| HONG KONG/LONDON
HONG KONG/LONDON Market turmoil has derailed software group Sage's (SGE.L) bid to buy Australian peer MYOB, handing rival bidder Bain Capital the chance to secure a deal in its place, people familiar with the matter said.
Sage entered exclusive discussions to buy the Australian software group earlier this week having outbid its rivals.
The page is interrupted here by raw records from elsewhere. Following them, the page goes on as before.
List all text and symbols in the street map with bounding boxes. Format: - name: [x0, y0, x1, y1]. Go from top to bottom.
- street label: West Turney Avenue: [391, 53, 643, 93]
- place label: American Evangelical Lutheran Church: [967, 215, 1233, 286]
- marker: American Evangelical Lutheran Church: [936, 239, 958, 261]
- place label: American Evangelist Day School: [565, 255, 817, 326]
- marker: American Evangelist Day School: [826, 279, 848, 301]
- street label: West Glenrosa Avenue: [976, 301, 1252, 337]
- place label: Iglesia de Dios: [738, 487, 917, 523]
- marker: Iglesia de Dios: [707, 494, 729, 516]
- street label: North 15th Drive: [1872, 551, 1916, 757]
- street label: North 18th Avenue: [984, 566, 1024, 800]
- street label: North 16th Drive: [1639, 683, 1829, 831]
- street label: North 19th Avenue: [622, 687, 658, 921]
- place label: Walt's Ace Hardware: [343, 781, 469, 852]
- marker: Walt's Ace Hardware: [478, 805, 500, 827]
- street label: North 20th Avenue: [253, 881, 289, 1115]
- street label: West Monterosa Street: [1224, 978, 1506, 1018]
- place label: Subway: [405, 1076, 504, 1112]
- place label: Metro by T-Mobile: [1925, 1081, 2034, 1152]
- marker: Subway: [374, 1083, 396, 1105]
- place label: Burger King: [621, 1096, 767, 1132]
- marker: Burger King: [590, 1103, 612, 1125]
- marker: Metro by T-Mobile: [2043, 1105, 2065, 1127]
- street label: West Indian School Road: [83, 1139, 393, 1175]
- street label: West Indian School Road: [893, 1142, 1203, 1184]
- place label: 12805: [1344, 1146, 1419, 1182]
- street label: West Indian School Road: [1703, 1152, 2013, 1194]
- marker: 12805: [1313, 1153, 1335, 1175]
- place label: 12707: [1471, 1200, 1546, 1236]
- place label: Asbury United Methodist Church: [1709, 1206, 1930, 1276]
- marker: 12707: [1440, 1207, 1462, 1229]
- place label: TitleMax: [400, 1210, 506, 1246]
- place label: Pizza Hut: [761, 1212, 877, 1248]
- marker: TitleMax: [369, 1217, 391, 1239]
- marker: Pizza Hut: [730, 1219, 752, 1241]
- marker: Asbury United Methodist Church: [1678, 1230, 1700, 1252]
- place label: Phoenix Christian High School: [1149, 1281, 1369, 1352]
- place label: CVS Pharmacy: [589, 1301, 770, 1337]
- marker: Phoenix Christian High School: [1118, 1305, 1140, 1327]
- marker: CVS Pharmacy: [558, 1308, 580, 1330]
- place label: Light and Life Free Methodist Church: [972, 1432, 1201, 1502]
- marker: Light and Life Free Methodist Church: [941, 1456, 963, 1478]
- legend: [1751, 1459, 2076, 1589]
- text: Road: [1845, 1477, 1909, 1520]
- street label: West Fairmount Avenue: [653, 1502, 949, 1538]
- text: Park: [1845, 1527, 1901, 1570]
But falls in its share price and a weak pound mean its offer would now require shareholder approval.
That uncertainty has handed the advantage to Bain Capital, one of the private equity firms that was a rival bidder for the business, the people said.
Bain is now in talks and working to secure a deal for MYOB, owned by Australian buyouts group Archer Capital and HarbourVest Partners, the people added.
Sage had bid up to A$1.4 billion ($1.5 billion), about 13 times MYOB's core earnings, and at least 10 percent above offers from competitors Bain and KKR (KKR.N).
Sage's share price is down about 10 percent since the start of the week and some 16 percent since the start of August, giving the group a market capitalization of around 3.2 billion pounds ($5.2 billion).
At that level, the company needs to get shareholder backing for a deal, something it didn't need at the start of the process.
Archer and HarbourVest bought MYOB, an abbreviation of the phrase 'Mind Your Own Business', for about A$450 million in 2008. The firms had hired UBS AG UBSN.VX to advise on the sale, sources have said previously.
Sage and Archer were not immediately available for comment. Bain and HarbourVest declined to comment.